>>

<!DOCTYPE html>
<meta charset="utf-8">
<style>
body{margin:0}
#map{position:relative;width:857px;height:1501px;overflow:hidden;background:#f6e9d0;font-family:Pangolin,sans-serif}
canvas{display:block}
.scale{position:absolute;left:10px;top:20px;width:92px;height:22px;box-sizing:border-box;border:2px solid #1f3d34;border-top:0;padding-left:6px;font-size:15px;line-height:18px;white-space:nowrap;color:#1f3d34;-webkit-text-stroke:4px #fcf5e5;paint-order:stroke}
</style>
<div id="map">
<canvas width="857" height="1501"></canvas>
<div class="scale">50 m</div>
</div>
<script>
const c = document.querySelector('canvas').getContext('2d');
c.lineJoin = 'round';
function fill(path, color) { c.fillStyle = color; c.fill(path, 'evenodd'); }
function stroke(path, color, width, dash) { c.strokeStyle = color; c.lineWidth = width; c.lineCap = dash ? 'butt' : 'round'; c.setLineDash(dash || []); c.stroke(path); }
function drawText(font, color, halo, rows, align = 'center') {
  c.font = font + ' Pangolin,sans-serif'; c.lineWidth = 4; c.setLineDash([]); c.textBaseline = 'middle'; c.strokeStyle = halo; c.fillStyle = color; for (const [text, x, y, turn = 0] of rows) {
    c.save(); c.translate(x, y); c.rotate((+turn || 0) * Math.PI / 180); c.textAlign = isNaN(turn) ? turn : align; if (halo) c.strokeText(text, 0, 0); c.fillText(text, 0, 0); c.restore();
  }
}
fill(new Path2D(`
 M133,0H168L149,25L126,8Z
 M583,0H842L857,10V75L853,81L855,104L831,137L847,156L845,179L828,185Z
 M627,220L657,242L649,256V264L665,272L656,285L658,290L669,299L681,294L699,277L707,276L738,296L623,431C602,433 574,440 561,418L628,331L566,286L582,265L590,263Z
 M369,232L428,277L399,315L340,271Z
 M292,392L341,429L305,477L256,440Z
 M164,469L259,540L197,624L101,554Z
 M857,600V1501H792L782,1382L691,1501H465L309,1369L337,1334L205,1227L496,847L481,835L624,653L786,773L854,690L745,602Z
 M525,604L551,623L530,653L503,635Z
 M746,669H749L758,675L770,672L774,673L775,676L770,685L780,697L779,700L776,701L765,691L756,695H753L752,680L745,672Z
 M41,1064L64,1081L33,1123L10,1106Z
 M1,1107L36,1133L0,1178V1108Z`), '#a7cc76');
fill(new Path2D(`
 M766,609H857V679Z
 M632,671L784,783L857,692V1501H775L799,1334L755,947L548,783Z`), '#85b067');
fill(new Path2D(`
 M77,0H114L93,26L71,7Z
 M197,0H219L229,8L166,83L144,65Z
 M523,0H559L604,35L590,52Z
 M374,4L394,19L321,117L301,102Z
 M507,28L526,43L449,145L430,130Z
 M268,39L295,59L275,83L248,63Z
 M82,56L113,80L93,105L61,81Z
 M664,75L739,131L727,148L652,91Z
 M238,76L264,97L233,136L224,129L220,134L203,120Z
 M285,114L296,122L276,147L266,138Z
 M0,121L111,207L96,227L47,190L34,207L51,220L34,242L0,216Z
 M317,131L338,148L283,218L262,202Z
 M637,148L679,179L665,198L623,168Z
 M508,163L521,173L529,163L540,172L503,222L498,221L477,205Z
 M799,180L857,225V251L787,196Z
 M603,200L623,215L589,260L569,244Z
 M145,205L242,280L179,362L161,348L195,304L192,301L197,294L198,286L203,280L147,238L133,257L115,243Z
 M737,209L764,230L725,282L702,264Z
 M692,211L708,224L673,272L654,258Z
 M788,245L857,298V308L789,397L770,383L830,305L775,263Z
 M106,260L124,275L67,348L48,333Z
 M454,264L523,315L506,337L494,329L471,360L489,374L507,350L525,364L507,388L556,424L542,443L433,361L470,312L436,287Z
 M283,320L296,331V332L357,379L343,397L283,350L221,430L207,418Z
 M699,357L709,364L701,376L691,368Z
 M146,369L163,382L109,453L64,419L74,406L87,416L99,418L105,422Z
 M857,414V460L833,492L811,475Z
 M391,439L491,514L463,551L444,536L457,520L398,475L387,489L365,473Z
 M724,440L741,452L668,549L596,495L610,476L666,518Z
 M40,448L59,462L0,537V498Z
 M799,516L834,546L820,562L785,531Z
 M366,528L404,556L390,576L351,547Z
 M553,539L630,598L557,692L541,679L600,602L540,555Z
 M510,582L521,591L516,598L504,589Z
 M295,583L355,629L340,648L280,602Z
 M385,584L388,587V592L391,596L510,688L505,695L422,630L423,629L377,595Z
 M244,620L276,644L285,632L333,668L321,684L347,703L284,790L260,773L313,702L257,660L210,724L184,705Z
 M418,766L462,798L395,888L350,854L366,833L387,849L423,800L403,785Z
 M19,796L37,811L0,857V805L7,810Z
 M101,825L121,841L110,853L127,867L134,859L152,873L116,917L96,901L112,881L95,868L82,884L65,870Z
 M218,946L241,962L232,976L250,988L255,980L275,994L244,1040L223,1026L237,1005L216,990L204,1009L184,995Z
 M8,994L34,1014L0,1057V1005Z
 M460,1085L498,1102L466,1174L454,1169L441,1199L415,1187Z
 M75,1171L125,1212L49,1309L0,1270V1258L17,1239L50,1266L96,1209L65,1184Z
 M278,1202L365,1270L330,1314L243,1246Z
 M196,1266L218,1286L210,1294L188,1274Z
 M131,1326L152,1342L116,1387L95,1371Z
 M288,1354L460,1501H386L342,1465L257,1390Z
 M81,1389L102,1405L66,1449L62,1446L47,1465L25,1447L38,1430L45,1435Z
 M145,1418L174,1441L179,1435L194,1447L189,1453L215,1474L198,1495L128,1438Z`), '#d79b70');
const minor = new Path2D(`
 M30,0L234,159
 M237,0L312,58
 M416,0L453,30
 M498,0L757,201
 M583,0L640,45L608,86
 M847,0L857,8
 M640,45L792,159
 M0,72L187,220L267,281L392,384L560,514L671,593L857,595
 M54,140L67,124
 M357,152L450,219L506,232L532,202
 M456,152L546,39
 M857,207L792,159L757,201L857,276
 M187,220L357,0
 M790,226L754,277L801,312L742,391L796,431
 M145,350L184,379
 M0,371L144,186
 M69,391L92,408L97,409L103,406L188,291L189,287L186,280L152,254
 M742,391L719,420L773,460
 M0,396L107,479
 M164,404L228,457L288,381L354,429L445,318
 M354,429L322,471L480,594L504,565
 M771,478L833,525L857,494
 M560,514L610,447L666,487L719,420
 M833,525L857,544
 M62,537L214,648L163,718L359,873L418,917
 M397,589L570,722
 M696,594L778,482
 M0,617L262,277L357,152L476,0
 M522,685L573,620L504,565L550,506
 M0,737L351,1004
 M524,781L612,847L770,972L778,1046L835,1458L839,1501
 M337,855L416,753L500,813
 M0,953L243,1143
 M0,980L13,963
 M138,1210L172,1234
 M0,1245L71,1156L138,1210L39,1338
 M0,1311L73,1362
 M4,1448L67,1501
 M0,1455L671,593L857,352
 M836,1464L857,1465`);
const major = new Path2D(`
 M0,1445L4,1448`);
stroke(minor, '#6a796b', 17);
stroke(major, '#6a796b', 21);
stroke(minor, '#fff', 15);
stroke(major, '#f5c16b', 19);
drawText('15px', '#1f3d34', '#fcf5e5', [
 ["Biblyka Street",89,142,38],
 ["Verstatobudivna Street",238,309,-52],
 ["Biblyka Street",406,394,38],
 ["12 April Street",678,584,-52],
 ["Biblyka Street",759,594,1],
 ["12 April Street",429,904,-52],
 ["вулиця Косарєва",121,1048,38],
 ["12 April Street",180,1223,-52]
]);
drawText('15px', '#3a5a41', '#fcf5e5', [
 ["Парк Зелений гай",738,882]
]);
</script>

<<
>>

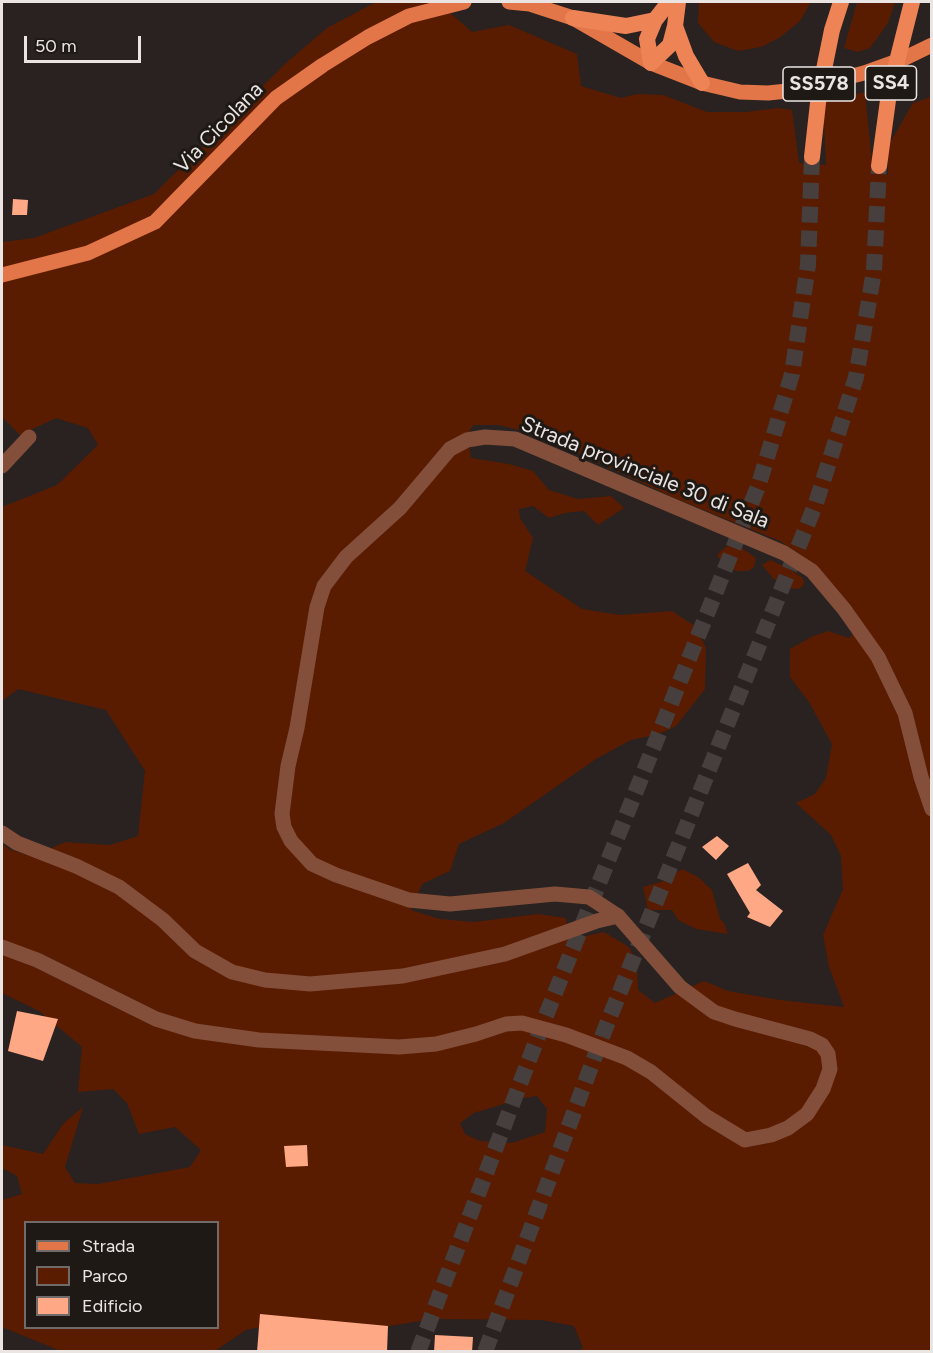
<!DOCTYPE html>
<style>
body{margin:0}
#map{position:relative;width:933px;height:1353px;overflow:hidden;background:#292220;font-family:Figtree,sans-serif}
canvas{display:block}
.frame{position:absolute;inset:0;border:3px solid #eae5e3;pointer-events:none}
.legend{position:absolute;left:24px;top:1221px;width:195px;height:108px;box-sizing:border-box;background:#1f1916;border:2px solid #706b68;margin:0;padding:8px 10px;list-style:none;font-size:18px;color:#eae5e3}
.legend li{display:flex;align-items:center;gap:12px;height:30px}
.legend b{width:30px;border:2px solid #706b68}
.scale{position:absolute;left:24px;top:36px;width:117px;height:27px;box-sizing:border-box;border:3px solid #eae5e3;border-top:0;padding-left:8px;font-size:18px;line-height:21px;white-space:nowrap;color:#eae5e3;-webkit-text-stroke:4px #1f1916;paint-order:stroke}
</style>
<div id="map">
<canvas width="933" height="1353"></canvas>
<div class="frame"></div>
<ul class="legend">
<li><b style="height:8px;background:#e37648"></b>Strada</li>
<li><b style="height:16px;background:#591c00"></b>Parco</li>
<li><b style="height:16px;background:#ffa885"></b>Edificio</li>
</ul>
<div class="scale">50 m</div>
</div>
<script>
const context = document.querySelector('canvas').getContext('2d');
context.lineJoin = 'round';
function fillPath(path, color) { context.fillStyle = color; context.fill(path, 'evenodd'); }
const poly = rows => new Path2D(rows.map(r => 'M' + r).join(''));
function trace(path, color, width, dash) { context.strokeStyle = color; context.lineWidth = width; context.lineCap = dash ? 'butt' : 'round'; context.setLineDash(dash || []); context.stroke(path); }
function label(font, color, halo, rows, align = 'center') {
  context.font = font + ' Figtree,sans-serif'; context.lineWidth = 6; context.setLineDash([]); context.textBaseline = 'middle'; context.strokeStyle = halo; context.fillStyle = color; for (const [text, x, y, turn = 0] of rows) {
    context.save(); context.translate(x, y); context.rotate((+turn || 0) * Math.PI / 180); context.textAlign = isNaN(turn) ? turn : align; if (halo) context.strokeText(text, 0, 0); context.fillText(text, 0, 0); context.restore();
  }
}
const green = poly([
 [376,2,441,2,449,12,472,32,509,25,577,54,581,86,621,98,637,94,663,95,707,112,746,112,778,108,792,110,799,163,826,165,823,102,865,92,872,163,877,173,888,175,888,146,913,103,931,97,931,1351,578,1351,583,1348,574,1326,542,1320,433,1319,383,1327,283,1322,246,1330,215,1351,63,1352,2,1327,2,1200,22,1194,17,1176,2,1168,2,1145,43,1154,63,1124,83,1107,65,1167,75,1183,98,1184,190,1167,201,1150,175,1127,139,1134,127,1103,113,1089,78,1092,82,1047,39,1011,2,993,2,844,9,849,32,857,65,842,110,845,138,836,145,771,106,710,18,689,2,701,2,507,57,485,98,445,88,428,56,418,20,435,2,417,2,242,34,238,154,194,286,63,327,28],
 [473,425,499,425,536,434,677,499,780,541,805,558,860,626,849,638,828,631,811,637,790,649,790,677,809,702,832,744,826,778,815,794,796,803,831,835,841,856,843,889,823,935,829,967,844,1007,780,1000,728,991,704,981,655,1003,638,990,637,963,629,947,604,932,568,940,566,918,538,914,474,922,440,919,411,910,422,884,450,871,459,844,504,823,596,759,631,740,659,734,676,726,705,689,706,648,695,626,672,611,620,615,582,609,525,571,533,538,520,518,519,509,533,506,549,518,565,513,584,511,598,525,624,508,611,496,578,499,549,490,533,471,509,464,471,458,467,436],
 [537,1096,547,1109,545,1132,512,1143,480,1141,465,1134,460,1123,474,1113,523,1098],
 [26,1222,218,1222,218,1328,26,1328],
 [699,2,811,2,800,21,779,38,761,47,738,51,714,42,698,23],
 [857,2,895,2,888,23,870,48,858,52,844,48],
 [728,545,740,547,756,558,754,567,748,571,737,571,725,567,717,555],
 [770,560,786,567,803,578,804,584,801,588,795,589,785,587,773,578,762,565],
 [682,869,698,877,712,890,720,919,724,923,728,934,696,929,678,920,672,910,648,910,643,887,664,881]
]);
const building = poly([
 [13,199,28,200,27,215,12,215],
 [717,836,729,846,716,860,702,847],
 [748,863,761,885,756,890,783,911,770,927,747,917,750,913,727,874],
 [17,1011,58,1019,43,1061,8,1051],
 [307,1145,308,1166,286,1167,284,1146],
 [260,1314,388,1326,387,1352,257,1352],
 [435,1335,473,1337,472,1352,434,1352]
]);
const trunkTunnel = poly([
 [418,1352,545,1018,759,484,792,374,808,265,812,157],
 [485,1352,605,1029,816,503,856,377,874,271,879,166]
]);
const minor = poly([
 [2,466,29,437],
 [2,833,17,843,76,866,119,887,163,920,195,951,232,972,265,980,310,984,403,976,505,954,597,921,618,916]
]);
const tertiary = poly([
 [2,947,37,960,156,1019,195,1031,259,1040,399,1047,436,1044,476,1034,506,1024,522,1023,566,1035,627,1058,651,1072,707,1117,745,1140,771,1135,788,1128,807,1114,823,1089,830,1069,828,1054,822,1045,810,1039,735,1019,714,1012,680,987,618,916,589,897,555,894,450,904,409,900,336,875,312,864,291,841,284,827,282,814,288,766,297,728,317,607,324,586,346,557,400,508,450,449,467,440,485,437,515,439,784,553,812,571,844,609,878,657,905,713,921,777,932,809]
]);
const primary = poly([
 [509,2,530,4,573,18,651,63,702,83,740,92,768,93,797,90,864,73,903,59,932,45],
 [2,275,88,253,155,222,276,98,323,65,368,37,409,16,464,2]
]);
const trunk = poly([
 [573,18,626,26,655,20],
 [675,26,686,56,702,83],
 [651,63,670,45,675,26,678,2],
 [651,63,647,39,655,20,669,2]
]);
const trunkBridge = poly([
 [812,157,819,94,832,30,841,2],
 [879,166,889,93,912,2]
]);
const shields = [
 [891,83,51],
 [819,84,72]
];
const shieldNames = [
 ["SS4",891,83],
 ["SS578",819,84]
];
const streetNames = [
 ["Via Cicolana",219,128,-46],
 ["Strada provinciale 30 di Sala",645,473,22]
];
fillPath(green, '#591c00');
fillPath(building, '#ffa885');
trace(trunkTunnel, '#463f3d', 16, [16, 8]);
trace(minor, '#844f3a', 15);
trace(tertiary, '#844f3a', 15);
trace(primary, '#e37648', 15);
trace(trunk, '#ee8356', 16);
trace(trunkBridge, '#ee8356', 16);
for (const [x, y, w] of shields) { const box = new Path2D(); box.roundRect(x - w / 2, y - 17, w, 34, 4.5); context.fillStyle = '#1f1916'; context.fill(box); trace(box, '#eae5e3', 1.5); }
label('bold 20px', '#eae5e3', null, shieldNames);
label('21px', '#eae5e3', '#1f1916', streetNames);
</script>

<<

■ WORK REQUEST ■
Filter the entries above and copy only the lines that hold "lineCap".

■ YOUR SOLUTION ■
function stroke(path, color, width, dash) { c.strokeStyle = color; c.lineWidth = width; c.lineCap = dash ? 'butt' : 'round'; c.setLineDash(dash || []); c.stroke(path); }
function trace(path, color, width, dash) { context.strokeStyle = color; context.lineWidth = width; context.lineCap = dash ? 'butt' : 'round'; context.setLineDash(dash || []); context.stroke(path); }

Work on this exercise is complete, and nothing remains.